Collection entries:

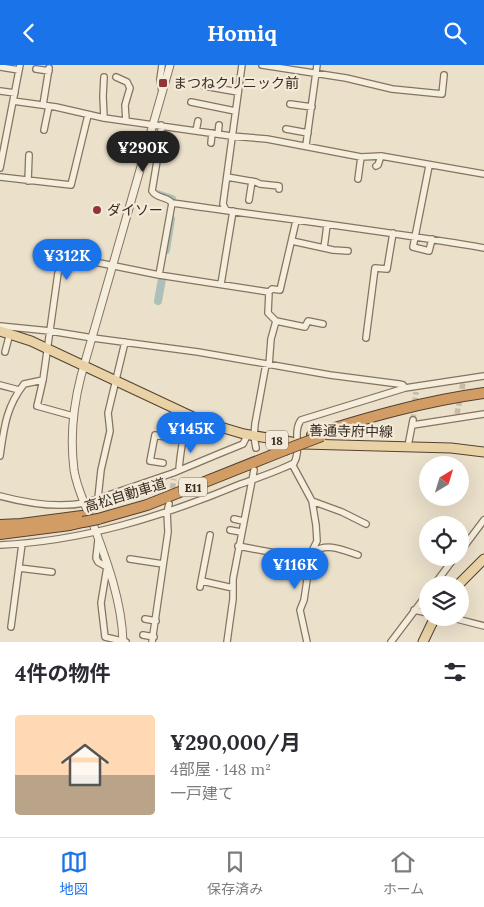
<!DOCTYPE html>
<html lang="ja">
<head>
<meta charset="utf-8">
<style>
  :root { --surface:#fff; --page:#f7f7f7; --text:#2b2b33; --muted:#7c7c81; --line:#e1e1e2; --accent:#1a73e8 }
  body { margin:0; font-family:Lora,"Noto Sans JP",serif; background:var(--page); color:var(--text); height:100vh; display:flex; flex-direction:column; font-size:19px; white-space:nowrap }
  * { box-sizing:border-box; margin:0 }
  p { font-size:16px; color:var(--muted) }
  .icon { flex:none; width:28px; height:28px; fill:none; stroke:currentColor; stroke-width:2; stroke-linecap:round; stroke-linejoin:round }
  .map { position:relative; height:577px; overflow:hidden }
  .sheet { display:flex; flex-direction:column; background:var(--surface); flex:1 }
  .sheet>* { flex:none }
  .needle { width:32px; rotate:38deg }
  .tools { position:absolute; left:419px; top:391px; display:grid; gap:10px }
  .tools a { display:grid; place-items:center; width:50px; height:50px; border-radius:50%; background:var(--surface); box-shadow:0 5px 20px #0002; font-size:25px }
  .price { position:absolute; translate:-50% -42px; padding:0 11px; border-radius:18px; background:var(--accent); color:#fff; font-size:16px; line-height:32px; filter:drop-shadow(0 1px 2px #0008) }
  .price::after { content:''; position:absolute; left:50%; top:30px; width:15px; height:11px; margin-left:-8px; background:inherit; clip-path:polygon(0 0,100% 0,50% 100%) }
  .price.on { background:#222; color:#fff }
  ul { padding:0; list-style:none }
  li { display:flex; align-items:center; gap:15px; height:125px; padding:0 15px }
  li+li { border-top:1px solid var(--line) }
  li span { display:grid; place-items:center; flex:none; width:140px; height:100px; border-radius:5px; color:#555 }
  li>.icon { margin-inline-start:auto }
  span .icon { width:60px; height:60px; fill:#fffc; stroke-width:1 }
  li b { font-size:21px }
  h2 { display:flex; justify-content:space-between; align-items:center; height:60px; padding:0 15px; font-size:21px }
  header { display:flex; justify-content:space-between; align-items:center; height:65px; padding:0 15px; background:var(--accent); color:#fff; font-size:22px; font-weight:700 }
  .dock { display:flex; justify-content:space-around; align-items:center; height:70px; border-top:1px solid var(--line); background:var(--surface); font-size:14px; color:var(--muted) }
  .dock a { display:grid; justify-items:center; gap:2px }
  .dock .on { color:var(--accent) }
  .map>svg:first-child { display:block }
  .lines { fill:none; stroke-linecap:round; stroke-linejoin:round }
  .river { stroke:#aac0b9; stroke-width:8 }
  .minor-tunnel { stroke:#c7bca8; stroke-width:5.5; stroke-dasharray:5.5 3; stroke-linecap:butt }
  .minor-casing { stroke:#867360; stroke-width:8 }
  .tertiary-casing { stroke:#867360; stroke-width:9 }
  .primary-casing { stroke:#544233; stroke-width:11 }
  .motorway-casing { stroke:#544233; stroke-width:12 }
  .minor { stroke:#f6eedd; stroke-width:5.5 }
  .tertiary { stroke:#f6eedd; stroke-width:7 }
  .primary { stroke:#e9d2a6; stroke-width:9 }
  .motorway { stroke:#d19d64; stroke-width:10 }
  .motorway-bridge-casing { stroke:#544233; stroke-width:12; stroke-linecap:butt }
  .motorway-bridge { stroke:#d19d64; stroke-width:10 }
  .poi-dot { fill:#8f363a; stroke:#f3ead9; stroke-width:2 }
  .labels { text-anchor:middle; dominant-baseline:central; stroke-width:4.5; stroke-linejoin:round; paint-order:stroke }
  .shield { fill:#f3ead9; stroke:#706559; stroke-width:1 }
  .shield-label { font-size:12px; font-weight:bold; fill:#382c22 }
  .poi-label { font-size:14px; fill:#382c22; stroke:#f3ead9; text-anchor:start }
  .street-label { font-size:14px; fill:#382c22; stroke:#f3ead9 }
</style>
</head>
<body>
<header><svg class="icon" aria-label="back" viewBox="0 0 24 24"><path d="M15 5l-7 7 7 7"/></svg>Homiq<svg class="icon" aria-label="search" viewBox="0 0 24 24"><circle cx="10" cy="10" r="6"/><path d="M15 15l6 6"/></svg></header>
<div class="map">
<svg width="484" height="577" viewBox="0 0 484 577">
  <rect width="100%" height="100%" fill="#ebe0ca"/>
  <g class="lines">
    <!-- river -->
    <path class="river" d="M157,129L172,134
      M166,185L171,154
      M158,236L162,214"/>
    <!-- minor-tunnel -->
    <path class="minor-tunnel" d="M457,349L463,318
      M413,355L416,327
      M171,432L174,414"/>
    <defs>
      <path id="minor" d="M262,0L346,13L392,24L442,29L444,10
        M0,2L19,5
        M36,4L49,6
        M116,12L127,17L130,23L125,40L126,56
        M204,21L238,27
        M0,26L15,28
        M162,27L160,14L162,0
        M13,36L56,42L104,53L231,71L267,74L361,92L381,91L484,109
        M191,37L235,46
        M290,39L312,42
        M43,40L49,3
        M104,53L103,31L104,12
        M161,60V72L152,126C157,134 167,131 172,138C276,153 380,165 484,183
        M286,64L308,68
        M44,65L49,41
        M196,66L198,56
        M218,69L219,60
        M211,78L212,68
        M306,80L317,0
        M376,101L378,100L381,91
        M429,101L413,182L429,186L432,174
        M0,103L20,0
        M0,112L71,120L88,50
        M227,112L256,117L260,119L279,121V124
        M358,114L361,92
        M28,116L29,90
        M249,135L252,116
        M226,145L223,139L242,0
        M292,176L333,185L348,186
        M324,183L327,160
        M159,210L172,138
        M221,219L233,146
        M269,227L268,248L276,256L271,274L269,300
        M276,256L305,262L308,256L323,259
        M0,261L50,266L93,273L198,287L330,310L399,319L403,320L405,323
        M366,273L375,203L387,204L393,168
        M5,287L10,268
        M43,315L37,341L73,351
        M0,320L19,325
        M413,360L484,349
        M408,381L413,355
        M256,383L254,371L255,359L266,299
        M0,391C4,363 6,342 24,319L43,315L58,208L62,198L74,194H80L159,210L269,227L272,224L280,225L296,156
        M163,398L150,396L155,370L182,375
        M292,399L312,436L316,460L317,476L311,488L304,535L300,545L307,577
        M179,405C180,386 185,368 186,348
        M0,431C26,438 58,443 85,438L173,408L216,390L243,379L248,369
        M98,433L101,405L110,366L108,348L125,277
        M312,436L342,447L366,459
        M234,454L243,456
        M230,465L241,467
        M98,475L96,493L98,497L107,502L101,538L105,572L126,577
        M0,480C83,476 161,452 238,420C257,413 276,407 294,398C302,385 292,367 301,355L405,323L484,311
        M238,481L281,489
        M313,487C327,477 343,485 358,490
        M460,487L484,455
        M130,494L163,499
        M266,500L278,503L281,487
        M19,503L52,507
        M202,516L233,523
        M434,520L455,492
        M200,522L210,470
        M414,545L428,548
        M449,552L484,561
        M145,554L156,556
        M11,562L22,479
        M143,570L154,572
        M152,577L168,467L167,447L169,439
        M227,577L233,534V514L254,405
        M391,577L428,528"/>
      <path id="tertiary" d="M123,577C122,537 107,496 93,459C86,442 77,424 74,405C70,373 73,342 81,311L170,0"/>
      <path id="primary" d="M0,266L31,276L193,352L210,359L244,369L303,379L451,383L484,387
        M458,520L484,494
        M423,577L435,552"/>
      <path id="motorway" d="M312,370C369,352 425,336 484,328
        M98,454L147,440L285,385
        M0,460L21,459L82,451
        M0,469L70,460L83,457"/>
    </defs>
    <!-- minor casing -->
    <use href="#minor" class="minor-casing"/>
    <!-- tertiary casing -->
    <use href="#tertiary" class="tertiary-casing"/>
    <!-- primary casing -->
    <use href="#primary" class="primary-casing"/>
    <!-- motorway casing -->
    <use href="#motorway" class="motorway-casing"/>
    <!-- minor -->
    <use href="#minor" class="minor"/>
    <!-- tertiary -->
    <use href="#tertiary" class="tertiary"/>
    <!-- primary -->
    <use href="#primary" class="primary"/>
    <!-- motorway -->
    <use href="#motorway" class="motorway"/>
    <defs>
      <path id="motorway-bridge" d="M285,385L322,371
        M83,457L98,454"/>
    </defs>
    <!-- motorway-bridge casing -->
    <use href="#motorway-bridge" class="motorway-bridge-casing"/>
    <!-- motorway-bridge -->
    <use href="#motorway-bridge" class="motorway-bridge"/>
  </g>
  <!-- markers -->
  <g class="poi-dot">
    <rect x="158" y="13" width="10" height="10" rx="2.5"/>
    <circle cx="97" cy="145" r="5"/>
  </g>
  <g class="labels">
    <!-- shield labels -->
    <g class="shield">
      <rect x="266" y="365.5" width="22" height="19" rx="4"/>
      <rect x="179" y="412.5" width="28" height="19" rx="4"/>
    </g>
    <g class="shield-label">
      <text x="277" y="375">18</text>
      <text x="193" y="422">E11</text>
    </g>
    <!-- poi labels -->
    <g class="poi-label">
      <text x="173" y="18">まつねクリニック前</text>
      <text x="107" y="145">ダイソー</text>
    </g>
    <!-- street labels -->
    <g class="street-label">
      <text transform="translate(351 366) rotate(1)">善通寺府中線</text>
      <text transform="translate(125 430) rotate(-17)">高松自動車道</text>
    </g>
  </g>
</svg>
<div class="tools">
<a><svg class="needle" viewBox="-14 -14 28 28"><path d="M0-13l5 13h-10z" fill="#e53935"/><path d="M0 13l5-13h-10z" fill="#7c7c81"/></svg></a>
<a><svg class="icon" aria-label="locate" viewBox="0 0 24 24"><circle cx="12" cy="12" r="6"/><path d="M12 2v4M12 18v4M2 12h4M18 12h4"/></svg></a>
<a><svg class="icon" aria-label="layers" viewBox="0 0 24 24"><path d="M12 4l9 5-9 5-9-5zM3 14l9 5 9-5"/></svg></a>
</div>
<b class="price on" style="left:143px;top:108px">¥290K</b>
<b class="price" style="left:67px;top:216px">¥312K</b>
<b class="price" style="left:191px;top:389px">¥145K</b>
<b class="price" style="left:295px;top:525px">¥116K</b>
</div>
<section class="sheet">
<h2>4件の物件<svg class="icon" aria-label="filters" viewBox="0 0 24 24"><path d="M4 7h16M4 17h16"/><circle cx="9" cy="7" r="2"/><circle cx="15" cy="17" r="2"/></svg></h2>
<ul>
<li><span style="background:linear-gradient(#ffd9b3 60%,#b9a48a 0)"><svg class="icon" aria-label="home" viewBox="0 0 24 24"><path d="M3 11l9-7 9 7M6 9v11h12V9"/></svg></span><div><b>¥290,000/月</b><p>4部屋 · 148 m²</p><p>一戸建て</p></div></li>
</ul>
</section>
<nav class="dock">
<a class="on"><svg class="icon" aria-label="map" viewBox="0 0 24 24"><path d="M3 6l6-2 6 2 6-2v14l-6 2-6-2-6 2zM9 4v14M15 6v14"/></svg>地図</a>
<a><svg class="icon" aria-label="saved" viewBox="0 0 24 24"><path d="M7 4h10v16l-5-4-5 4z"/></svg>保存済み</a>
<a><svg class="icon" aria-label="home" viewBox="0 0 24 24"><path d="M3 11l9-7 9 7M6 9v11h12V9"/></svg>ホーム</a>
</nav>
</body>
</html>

> _PROBLEM_
Copy out, word for word, the part of the entries above that begins at the line with "M143,570L154,572" and ends at the line with "<!-- minor -->", including both.

> _ANSWER SPACE_
        M143,570L154,572
        M152,577L168,467L167,447L169,439
        M227,577L233,534V514L254,405
        M391,577L428,528"/>
      <path id="tertiary" d="M123,577C122,537 107,496 93,459C86,442 77,424 74,405C70,373 73,342 81,311L170,0"/>
      <path id="primary" d="M0,266L31,276L193,352L210,359L244,369L303,379L451,383L484,387
        M458,520L484,494
        M423,577L435,552"/>
      <path id="motorway" d="M312,370C369,352 425,336 484,328
        M98,454L147,440L285,385
        M0,460L21,459L82,451
        M0,469L70,460L83,457"/>
    </defs>
    <!-- minor casing -->
    <use href="#minor" class="minor-casing"/>
    <!-- tertiary casing -->
    <use href="#tertiary" class="tertiary-casing"/>
    <!-- primary casing -->
    <use href="#primary" class="primary-casing"/>
    <!-- motorway casing -->
    <use href="#motorway" class="motorway-casing"/>
    <!-- minor -->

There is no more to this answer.